Task brief: Repeat verbatim, and only, the lines of the data below, beginning at the line that contains "Map reading. Extract" and stopping after the line that contains "Instruction: Parse the".

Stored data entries
━━━━━━━━━━

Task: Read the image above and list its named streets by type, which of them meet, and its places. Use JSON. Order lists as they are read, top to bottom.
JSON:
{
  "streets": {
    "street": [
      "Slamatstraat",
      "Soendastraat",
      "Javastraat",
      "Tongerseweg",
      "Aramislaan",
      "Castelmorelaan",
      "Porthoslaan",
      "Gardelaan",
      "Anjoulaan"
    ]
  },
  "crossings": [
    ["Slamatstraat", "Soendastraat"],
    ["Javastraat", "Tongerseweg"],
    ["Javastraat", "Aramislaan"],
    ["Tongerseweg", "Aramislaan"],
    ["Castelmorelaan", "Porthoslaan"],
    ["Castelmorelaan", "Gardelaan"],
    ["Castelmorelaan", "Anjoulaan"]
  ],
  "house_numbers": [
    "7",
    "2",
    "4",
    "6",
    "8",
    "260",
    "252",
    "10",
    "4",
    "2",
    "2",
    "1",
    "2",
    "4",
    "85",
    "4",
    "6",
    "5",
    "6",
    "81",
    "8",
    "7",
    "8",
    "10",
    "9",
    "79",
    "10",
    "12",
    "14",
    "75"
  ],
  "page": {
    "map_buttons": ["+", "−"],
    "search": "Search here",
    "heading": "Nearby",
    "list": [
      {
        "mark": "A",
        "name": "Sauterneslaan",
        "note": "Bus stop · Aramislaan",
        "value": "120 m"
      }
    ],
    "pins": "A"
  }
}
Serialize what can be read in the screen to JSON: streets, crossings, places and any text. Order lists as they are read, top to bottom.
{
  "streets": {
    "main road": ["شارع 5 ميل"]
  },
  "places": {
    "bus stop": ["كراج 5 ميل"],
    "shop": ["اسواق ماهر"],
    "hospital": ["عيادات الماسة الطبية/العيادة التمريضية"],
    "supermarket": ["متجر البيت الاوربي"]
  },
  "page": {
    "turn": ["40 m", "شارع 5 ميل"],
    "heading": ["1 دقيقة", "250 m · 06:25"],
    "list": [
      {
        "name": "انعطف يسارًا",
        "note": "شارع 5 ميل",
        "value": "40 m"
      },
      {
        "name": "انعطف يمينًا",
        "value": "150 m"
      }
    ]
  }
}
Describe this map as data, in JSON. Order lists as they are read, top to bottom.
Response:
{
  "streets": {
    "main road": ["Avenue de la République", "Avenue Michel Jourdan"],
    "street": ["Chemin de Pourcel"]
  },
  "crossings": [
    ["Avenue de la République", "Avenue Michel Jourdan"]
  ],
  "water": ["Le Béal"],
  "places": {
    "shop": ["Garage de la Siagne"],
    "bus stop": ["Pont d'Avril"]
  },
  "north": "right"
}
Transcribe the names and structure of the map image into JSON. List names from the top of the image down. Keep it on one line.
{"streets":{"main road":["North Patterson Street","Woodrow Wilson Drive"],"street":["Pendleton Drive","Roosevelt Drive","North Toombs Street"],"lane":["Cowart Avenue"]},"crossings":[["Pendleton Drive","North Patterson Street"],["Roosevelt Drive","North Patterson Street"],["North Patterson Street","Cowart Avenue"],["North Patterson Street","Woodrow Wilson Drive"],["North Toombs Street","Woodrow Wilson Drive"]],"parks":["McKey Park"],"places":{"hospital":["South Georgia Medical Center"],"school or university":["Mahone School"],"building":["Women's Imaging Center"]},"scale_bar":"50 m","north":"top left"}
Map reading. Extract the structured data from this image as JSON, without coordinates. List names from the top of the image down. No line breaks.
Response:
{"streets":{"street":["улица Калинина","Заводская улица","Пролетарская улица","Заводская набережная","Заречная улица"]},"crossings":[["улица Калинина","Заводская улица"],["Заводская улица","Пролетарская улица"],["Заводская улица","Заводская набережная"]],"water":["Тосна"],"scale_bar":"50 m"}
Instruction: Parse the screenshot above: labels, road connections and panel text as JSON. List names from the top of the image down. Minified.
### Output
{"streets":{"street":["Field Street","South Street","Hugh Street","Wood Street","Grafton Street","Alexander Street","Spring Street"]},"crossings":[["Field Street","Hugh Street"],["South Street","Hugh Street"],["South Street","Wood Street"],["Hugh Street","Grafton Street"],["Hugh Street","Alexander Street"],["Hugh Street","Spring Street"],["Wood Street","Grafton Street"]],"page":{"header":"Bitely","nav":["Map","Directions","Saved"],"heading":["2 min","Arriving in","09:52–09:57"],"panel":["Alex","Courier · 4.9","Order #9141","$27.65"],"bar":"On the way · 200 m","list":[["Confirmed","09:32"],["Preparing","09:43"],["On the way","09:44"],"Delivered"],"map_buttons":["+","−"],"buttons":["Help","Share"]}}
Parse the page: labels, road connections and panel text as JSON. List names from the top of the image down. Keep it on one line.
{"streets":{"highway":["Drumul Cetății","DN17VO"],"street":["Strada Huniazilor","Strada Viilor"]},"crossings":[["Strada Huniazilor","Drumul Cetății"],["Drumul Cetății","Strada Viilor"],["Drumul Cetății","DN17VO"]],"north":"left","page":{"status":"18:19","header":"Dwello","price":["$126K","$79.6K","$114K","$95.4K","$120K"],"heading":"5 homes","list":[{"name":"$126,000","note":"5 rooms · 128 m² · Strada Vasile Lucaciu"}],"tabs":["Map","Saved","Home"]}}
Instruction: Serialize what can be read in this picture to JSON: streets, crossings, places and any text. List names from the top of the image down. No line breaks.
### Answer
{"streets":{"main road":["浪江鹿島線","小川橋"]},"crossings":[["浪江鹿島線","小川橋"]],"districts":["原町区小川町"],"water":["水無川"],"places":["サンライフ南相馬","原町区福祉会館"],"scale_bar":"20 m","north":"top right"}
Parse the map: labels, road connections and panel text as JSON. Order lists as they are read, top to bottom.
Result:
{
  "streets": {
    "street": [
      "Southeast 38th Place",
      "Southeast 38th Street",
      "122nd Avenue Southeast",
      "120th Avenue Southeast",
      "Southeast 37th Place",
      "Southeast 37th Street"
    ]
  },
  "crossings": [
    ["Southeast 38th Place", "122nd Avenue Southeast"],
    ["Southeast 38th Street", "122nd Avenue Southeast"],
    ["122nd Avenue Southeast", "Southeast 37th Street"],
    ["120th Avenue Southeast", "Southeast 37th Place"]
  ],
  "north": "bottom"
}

━━━━━━━━━━

Answer to this exercise:
Map reading. Extract the structured data from this image as JSON, without coordinates. List names from the top of the image down. No line breaks.
Response:
{"streets":{"street":["улица Калинина","Заводская улица","Пролетарская улица","Заводская набережная","Заречная улица"]},"crossings":[["улица Калинина","Заводская улица"],["Заводская улица","Пролетарская улица"],["Заводская улица","Заводская набережная"]],"water":["Тосна"],"scale_bar":"50 m"}
Instruction: Parse the screenshot above: labels, road connections and panel text as JSON. List names from the top of the image down. Minified.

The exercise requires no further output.